Artículo publicado en Deia (05/03/2023)
Les escribo desde Ginebra, donde me toca pasar unas semanas de trabajo. Paseando por sus calles uno puede toparse estos días con unas maravillosas obras maestras de la incongruencia formal o de la aparente paradoja: cientos de carteles de publicidad que defienden una villa libre de carteles de publicidad.
El próximo domingo se vota, en el marco del famoso sistema suizo de referendos cantonales y comunales periódicos, una propuesta para eliminar la publicidad comercial en las calles de Ginebra (se mantendría la información de tipo cultural, deportivo, educativo y, cuando toque, político). Están en juego 1.480 espacios de anuncios tales como vallas publicitarias y similares, que suponen cinco millones de euros de ingresos para la ciudad. A cambio, el entorno urbano aparecería más limpio, humano y amable.
En este debate se cruza también otro de enorme actualidad en Europa. Me refiero al reto del cambio de un modelo de vida tan dependiente del consumo y el despilfarro energético como es el nuestro. Se trata de un debate viejo, pero que la guerra de Ucrania y el consecuente fin de la entrada de ese hidrocarburo ruso que financia sus crímenes ha vuelto más perentorio. Aunque la situación de Suiza era menos comprometida que la de Alemania, debido a la fortaleza de su sector hidroeléctrico, la necesidad de cambio se vivía igualmente por aquí y el discurso de la “sobriété”, que seguramente nosotros traduciríamos como austeridad, ha vuelto más fuerte que nunca.

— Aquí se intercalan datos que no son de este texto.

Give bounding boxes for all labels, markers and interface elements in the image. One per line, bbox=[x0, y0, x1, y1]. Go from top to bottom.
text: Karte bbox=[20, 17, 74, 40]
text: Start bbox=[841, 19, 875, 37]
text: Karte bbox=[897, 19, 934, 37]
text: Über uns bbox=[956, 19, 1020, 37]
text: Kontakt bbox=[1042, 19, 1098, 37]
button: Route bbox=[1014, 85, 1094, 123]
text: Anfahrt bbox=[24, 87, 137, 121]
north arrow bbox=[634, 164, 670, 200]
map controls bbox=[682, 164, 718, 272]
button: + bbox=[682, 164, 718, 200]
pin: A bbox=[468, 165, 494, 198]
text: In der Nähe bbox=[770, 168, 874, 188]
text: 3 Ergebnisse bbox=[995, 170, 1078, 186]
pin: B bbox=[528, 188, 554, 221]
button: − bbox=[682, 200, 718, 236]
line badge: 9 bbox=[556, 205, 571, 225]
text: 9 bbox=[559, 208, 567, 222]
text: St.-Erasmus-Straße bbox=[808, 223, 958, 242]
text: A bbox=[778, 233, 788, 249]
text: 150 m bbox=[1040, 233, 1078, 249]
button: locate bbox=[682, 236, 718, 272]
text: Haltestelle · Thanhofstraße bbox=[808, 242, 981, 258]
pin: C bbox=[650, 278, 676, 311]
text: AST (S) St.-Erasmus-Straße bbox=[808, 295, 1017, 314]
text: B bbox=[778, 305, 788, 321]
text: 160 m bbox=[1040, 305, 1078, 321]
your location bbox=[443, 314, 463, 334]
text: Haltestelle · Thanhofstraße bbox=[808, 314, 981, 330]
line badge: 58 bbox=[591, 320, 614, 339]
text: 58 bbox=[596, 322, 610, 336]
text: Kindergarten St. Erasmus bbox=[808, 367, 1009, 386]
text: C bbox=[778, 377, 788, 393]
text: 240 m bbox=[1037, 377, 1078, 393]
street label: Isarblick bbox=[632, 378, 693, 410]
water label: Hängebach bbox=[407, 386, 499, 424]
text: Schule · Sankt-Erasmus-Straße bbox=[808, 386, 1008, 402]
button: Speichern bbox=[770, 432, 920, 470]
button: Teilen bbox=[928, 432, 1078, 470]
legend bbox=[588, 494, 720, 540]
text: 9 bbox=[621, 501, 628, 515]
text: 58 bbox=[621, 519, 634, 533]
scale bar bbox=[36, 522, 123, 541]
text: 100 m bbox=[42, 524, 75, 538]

Las mejoras en la eficiencia de la producción y en el consumo son imprescindibles y el aumento de las fuentes renovables igualmente ineludible. Pero, si nos atenemos a lo que dice el último informe del Panel Intergubernamental sobre el Cambio Climático, todas estas mejoras, siendo absolutamente necesarias, no bastan por sí solas para revertir la tendencia actual. Se hace necesario reducir ciertas formas de consumo material.

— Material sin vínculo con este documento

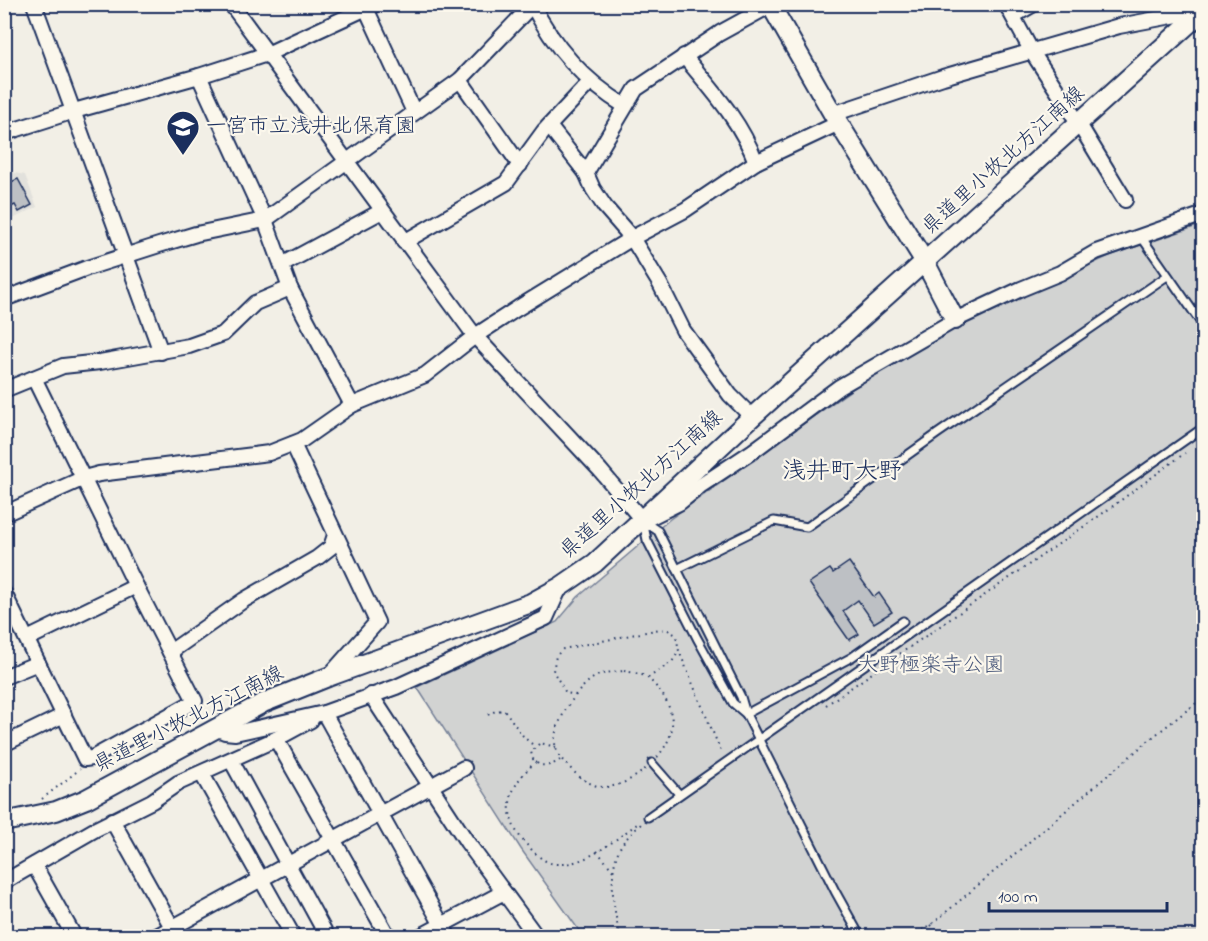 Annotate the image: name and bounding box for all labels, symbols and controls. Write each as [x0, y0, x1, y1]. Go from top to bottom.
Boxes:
street label: 県道里小牧北方江南線 [916, 80, 1092, 242]
school or university icon: 一宮市立浅井北保育園 [165, 109, 201, 156]
place label: 一宮市立浅井北保育園 [206, 112, 416, 142]
street label: 県道里小牧北方江南線 [554, 404, 730, 566]
district label: 浅井町大野 [782, 455, 902, 490]
park label: 大野極楽寺公園 [858, 651, 1005, 681]
street label: 県道里小牧北方江南線 [89, 659, 289, 781]
scale bar [989, 875, 1168, 913]
text: 100 m [998, 885, 1038, 911]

Aquí, como también entre nosotros, se habla mucho de la calefacción de las viviendas, de la movilidad urbana y regional, de la industria textil y de la alimentación. Incluso se cuestiona el efecto climático de la tradicional fondue, lo que, más allá de su impacto real (en todo caso seguramente complejo y no unidireccional), muestra la necesidad de repensar algunas prácticas que están asociadas a la identidad más profunda de cada cual. En Ginebra se han ensayado proyectos piloto de reducción de un grado de temperatura en la calefacción de trescientos hogares. No son ensayos ni mejores ni peores que los que se hacen en otros lugares o entre nosotros, solo les cuento un caso más para enriquecer el debate, sin intención alguna de ejemplaridad o excepcionalidad. Como resultado se ha reducido el consumo energético en un 6%, sin sentirse afectada, según las respuestas de los participantes, en nada la calidad de sus vidas.

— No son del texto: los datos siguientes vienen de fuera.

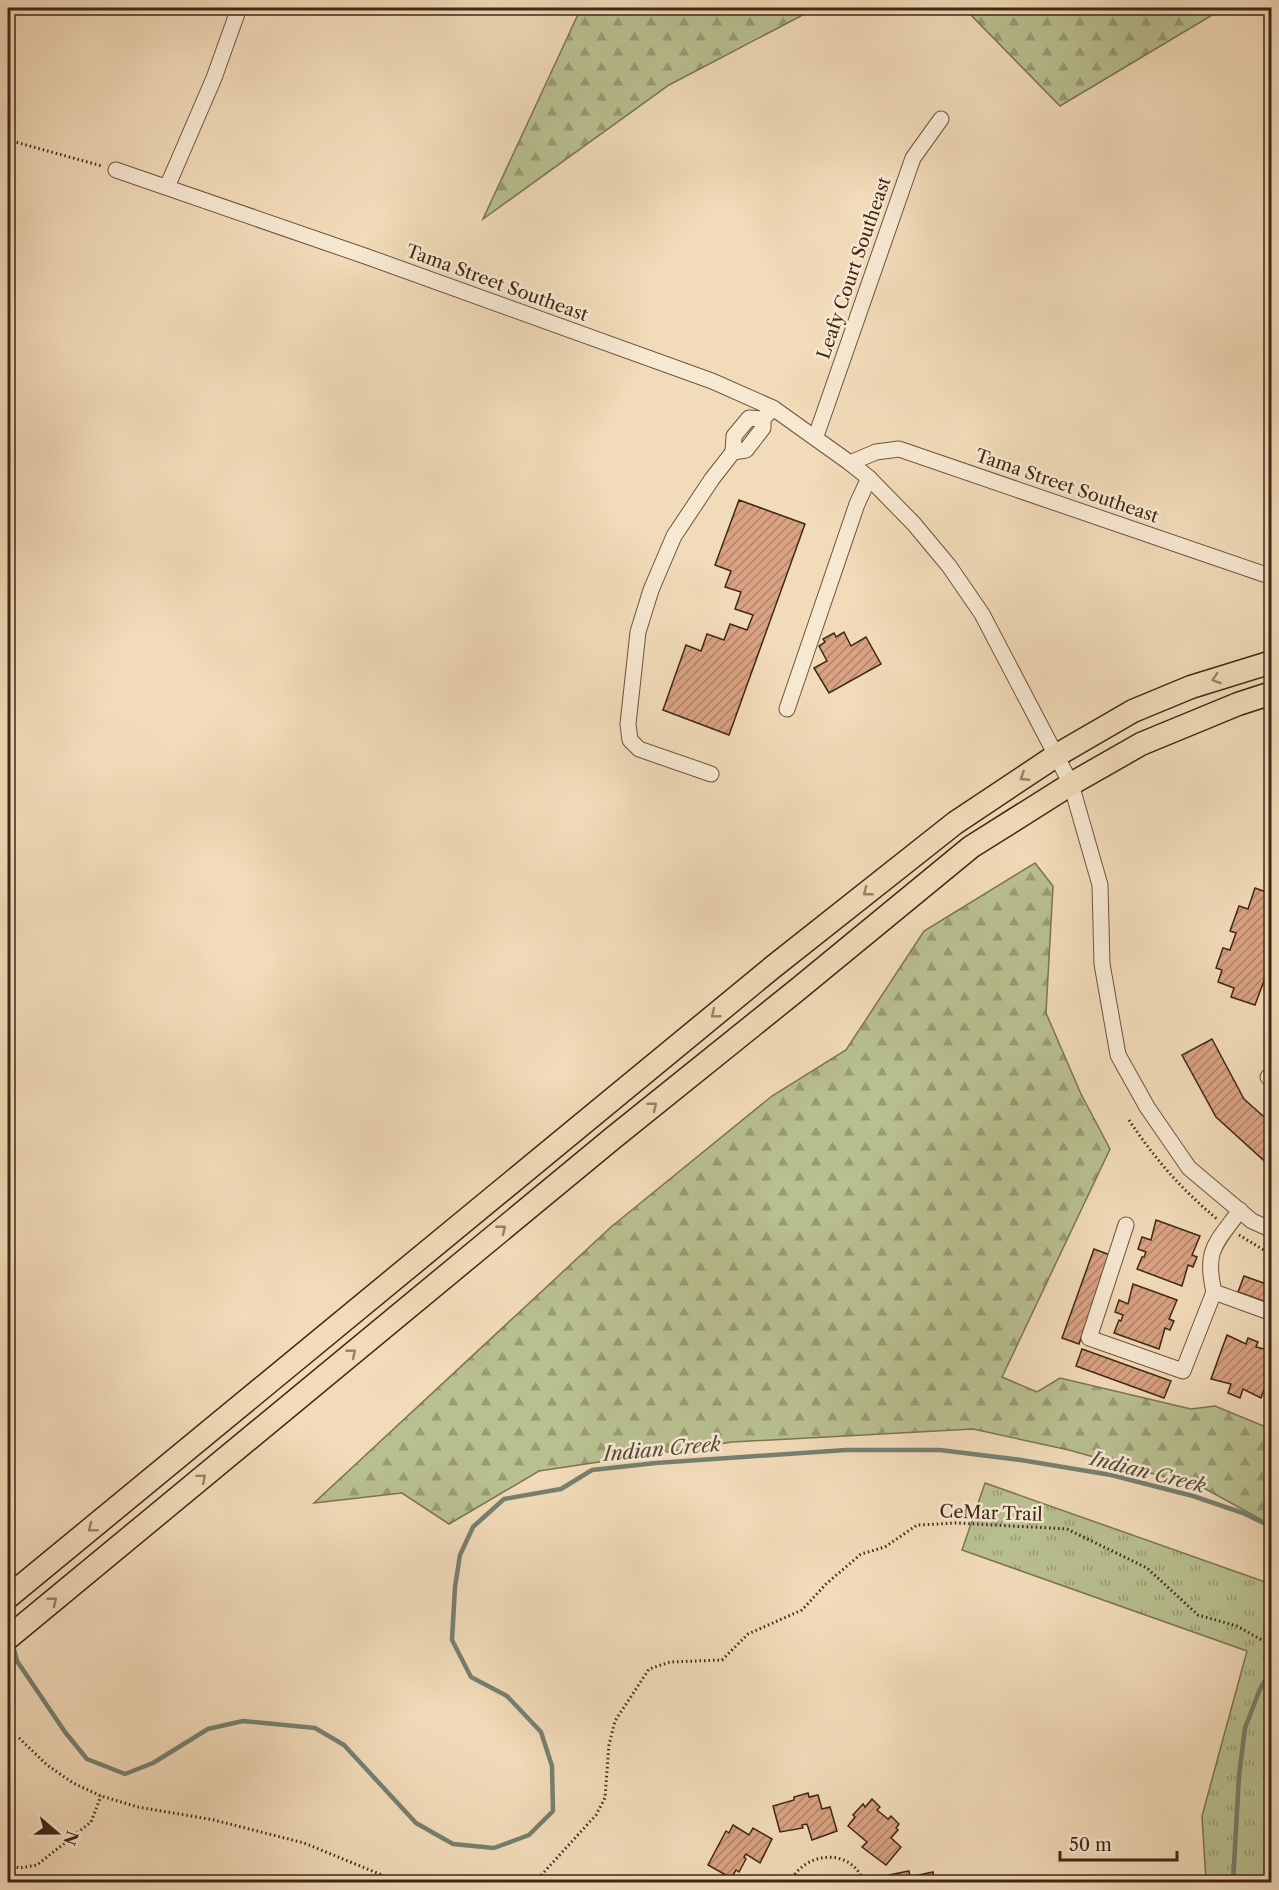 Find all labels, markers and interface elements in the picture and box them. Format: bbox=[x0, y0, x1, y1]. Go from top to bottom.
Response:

Otro proyecto piloto sobre la reducción de los programas de las lavadoras y la frecuencia de su uso -sin pérdida de resultados- ha arrojado unos datos que, elevados a la dimensión de toda Suiza, equivalen al consumo energético total de 90.000 hogares.
Estos datos nos hablan de la importancia de los “ecogestos” y de la actuación de cada uno de nosotros, pero no olvidan, a juicio de los expertos, la necesidad de que esa responsabilidad individual esté enmarcada en un sistema colectivo que la haga posible, la favorezca y la premie, que la inserte en un discurso colectivo y en una acción que entienda la comunidad local como parte de una comunidad global.
Como ve, los debates, los estudios y las conclusiones ginebrinos no difieren de los que tenemos entre nosotros. No les cuento nada nuevo ni diferente a lo que ya saben ustedes, pero quizá de vez en cuando convenga vernos reflejados en la experiencia de otros pueblos para aprender juntos. Y el domingo que viene estaremos atentos a los resultados del referéndum y veremos si la publicidad contra la publicidad ha tenido éxito.